**What this task involves:** Each line from the start of the records through the line containing "c.lineJoin = 'round';" is to be transcribed exactly, and no other line is to be included.

**Source material:**
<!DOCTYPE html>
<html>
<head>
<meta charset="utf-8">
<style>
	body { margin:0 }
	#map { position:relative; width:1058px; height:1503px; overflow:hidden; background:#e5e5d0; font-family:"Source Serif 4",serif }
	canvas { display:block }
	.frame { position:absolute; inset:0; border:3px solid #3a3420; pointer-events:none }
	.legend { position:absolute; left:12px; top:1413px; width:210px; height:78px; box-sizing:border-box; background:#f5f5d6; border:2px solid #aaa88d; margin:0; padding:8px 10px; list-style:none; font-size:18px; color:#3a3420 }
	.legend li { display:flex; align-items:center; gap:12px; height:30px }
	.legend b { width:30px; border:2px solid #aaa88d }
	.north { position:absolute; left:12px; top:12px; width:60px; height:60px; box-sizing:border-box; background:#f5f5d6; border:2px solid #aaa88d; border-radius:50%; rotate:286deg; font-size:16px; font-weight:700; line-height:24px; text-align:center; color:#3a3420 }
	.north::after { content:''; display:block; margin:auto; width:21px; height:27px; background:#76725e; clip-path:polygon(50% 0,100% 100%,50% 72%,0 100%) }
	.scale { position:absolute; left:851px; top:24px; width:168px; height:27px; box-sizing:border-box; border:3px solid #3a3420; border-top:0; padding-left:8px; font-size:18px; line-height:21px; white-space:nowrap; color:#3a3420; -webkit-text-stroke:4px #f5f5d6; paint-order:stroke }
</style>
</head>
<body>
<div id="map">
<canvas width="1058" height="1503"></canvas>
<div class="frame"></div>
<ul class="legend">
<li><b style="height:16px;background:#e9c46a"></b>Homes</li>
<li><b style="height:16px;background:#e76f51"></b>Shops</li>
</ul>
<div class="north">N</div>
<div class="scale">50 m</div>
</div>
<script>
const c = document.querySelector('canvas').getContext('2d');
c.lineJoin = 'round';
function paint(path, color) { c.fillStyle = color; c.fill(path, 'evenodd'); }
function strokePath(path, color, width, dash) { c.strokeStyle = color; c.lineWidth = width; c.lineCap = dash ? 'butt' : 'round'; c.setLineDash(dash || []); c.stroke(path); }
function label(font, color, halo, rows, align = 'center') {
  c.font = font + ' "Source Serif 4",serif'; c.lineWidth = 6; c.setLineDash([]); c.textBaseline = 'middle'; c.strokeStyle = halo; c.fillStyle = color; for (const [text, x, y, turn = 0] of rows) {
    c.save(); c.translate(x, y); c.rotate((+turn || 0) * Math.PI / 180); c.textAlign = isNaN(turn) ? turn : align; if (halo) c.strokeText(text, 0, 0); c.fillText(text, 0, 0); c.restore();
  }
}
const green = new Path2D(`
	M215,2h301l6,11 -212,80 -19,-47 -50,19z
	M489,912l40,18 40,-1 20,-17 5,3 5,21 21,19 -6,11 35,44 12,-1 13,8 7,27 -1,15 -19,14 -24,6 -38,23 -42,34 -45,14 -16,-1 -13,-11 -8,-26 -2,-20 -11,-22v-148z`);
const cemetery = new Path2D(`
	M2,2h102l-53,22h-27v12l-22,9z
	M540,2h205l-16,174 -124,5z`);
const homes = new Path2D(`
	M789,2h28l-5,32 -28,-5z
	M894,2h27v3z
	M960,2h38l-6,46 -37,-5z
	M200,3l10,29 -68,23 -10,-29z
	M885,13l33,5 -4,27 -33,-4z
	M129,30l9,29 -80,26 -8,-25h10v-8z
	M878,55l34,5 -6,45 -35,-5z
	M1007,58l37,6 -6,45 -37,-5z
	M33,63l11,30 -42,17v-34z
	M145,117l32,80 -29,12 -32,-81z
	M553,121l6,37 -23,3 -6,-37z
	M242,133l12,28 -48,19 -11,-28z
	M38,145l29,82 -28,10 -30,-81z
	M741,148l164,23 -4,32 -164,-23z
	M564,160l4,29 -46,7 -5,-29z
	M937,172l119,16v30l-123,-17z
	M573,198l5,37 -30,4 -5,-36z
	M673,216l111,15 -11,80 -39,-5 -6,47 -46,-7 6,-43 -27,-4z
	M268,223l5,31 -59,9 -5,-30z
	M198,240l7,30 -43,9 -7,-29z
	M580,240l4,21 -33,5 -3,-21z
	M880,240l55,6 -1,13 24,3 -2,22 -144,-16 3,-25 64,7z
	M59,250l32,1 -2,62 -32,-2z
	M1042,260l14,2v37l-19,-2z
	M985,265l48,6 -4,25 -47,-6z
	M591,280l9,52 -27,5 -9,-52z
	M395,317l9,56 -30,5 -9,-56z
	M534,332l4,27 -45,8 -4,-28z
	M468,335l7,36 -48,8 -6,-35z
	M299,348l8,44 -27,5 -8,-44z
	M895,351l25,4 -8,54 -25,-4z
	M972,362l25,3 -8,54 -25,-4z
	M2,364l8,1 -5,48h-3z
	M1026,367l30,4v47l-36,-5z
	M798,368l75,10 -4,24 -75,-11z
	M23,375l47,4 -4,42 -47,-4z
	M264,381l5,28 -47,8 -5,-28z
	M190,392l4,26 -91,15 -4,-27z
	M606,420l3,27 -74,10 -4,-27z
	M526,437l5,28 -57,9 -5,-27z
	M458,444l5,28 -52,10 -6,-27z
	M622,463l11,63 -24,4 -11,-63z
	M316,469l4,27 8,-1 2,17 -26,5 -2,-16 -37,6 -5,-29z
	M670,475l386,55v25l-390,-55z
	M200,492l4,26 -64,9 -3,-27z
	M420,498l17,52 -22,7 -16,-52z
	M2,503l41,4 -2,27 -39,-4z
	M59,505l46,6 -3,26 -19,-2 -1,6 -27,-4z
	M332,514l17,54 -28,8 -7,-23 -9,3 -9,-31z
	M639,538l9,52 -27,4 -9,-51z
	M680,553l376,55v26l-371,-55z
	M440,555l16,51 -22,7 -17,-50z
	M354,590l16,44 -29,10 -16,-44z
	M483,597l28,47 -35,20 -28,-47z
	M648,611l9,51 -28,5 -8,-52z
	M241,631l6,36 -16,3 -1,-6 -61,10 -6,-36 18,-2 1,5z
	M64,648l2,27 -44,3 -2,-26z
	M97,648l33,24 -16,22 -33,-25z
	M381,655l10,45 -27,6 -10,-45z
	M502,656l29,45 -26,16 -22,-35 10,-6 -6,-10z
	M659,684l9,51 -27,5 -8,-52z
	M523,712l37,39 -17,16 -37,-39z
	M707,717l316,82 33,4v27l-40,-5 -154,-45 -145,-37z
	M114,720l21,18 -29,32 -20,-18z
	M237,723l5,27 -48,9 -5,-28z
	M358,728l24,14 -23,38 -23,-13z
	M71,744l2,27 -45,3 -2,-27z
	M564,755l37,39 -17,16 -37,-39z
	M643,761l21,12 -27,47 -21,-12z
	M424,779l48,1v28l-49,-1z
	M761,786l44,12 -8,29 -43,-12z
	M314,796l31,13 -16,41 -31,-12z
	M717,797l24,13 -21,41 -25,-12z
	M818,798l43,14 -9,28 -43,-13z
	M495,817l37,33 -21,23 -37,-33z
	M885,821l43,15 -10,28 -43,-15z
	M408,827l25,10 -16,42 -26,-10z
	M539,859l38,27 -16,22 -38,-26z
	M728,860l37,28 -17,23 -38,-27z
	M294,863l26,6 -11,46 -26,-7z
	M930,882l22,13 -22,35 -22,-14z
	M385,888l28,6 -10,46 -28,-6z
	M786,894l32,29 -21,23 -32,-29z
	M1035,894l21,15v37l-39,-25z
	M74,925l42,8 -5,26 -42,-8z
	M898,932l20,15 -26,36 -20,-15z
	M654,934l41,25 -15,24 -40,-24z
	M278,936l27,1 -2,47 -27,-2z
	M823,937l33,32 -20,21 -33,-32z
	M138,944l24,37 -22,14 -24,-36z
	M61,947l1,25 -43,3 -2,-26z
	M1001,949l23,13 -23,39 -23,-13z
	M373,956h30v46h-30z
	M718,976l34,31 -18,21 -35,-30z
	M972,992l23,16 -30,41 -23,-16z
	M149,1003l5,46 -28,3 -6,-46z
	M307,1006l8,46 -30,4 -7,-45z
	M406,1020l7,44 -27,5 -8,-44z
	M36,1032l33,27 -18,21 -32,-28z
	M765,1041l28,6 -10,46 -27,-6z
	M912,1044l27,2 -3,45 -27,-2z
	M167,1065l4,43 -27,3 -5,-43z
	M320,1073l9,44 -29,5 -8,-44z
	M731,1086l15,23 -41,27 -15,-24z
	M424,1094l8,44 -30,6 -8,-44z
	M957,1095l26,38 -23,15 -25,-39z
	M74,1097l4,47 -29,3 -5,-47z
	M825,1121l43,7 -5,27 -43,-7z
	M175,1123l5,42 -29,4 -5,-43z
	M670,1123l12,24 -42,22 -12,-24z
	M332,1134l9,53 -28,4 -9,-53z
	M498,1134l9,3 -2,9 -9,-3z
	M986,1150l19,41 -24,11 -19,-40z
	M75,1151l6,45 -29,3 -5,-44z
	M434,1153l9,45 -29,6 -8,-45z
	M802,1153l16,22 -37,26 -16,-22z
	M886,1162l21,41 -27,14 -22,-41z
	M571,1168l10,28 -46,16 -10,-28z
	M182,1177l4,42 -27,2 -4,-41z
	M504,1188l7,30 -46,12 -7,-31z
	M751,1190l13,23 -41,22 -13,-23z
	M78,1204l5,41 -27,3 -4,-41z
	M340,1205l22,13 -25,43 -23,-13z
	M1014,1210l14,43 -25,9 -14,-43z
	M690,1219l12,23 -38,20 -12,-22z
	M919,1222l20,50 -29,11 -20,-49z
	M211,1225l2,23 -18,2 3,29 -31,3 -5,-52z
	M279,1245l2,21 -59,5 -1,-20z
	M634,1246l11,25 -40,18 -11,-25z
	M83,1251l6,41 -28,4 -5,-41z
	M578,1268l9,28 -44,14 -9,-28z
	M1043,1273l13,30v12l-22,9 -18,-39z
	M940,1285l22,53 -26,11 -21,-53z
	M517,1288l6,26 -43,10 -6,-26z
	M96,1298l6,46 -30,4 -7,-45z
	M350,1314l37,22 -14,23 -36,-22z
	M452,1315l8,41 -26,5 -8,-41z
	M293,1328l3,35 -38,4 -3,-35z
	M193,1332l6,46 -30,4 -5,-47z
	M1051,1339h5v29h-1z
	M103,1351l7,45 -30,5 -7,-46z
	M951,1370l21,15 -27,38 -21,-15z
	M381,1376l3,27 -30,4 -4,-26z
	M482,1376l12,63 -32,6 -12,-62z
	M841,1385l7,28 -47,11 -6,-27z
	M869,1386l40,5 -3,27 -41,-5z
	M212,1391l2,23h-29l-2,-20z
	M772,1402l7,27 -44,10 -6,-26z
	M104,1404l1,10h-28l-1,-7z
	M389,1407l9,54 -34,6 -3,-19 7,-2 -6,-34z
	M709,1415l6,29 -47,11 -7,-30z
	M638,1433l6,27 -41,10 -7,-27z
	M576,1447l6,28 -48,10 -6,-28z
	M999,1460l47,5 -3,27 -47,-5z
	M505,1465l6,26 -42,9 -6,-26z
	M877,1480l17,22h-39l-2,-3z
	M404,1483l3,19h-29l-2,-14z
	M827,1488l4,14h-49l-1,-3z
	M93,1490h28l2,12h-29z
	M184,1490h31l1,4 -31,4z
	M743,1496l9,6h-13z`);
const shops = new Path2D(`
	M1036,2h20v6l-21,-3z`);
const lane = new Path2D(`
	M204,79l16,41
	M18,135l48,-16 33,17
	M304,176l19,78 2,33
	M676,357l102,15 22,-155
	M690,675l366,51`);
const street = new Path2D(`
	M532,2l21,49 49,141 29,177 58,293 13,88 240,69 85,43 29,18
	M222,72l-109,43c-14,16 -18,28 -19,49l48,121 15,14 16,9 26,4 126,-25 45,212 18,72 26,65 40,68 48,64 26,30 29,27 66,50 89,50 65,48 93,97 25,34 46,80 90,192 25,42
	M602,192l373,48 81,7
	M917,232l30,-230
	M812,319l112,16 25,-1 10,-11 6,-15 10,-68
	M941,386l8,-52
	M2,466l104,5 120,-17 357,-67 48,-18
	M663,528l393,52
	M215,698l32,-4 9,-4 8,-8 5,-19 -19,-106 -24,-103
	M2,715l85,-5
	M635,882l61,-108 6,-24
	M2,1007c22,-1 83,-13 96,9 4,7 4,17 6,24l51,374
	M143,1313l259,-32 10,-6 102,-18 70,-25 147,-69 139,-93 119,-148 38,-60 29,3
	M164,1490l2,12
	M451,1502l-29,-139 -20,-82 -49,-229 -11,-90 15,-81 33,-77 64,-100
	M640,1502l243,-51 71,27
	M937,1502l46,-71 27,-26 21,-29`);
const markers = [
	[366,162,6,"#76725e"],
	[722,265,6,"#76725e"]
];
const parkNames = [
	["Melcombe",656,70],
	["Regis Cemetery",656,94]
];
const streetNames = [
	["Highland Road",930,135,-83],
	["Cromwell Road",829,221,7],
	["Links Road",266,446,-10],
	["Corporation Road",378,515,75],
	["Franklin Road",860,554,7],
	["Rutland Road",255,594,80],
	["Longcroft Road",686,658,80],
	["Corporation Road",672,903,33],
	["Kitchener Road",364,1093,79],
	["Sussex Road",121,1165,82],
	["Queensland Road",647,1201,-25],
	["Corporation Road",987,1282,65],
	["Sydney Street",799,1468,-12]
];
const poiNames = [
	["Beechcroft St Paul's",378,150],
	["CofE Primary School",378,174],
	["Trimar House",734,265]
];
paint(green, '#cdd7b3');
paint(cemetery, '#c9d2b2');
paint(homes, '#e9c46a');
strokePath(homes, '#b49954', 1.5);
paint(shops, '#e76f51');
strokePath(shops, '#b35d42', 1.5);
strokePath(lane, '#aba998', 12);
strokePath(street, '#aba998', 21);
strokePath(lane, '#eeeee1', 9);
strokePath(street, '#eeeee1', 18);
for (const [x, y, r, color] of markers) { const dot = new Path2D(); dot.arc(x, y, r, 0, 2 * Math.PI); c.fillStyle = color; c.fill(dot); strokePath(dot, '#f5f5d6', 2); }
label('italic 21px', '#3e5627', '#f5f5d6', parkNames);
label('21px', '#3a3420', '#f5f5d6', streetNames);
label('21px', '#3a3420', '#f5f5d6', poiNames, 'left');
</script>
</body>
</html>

**Response box:**
<!DOCTYPE html>
<html>
<head>
<meta charset="utf-8">
<style>
	body { margin:0 }
	#map { position:relative; width:1058px; height:1503px; overflow:hidden; background:#e5e5d0; font-family:"Source Serif 4",serif }
	canvas { display:block }
	.frame { position:absolute; inset:0; border:3px solid #3a3420; pointer-events:none }
	.legend { position:absolute; left:12px; top:1413px; width:210px; height:78px; box-sizing:border-box; background:#f5f5d6; border:2px solid #aaa88d; margin:0; padding:8px 10px; list-style:none; font-size:18px; color:#3a3420 }
	.legend li { display:flex; align-items:center; gap:12px; height:30px }
	.legend b { width:30px; border:2px solid #aaa88d }
	.north { position:absolute; left:12px; top:12px; width:60px; height:60px; box-sizing:border-box; background:#f5f5d6; border:2px solid #aaa88d; border-radius:50%; rotate:286deg; font-size:16px; font-weight:700; line-height:24px; text-align:center; color:#3a3420 }
	.north::after { content:''; display:block; margin:auto; width:21px; height:27px; background:#76725e; clip-path:polygon(50% 0,100% 100%,50% 72%,0 100%) }
	.scale { position:absolute; left:851px; top:24px; width:168px; height:27px; box-sizing:border-box; border:3px solid #3a3420; border-top:0; padding-left:8px; font-size:18px; line-height:21px; white-space:nowrap; color:#3a3420; -webkit-text-stroke:4px #f5f5d6; paint-order:stroke }
</style>
</head>
<body>
<div id="map">
<canvas width="1058" height="1503"></canvas>
<div class="frame"></div>
<ul class="legend">
<li><b style="height:16px;background:#e9c46a"></b>Homes</li>
<li><b style="height:16px;background:#e76f51"></b>Shops</li>
</ul>
<div class="north">N</div>
<div class="scale">50 m</div>
</div>
<script>
const c = document.querySelector('canvas').getContext('2d');
c.lineJoin = 'round';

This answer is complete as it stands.